先輩が言います。言われた方は「はあ、」と訳がわからない顔をしていて、それにわたしは笑いました。

 

子ども向けイベントの仕事でした。わたしの担当は、段ボール迷路。前日に大人5人でひいひい言いながら設置しました。特に先輩がよく動いてくださって、「俺、太めだから子ども向け迷路とか無理だよ」なんて言いつつ、四つん這いになって迷路内のパーテーション設置や装飾をしてくださいました。ある程度設置が進んで、ふうと一息ついていると、他ブースの方が様子を見にやってきて、ほうほうと迷路内をのぞきます。

「こりゃあすごいね、明日は盛況だ」

仕事とはいえ嬉しくてニコニコしていると、先輩がスタート地点を指して言いました。

「迷っていきますか?」

「え?いやあ、」

先方が困ったように笑います。

「人生と、どちらが難しいでしょうね」

先輩の言に、広いホールでわたしの笑い声だけが響きました。

 

イベントは盛況。

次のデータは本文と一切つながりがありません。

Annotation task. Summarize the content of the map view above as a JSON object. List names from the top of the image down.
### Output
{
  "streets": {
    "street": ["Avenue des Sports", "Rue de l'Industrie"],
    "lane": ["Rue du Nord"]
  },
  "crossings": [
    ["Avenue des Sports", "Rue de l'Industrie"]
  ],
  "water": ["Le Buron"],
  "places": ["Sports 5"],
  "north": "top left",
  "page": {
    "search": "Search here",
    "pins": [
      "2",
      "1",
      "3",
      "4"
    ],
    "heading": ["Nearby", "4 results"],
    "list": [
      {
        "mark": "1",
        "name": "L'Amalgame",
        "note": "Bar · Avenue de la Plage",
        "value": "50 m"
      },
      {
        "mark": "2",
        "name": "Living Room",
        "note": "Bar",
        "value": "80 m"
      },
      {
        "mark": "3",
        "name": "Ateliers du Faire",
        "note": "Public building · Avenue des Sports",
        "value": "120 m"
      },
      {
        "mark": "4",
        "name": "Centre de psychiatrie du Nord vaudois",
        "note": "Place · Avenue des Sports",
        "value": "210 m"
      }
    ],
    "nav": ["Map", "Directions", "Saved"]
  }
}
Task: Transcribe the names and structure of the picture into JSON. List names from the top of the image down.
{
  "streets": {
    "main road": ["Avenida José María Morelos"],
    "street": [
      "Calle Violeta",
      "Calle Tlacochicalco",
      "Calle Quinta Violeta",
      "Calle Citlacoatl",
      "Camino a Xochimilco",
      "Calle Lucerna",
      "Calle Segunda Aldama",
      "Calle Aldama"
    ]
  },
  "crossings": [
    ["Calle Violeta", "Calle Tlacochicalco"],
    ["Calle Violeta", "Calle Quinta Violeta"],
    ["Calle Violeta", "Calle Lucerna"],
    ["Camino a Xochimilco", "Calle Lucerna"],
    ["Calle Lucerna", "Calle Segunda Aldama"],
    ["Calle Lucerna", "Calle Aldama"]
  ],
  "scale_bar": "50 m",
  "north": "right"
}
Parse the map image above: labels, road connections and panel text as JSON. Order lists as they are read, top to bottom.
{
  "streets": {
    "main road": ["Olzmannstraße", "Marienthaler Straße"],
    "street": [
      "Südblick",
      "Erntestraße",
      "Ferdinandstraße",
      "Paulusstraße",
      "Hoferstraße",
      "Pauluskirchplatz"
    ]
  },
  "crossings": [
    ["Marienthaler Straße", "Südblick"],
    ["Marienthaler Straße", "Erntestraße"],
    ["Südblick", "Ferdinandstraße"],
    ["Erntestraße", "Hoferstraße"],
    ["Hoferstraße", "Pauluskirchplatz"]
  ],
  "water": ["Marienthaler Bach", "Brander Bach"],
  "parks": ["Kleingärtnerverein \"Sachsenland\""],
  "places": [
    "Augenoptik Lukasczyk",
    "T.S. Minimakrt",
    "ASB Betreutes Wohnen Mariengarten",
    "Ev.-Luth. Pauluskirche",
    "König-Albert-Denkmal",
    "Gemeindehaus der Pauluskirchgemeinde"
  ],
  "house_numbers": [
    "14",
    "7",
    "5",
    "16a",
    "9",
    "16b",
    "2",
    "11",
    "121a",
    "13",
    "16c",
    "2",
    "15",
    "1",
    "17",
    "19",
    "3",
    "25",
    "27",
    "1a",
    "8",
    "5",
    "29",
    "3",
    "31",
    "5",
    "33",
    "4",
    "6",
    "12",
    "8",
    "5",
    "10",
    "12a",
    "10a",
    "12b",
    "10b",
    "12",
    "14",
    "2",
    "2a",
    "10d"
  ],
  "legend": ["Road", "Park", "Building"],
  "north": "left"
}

大人5人でひいひい言いながら準備した迷路は、200人超の子どもたちが遊んでいきました。この街にこんなに子どもがいたんだな。歓声あふれる子どもたちのなかには、目に涙をいっぱい溜めてスタート地点から出てきた子もいました。迷路内の孤独に耐えきれなかったのでしょうか、それとも、出口が分からないことの屈辱でしょうか。

 

「こりゃ、大人の頭も悩ませるな」

イベント後。片付けをしながら、誰かが言いました。

設置は5人だったけれど、片付けは他ブースの方も手伝ってくださいました。片っ端から、段ボールを引っ張ってきては畳み、引っ張ってきては畳み、さらに大きな段ボール箱にしまい。誰だよ、再利用するって言った奴。大人10人でひいひい言いながら作業していると、誰かが言いました。なるほど、子どもも大人も惑わせる迷路、人生だなあと思ったけれど、わたしは、先輩のように声には出せませんでした。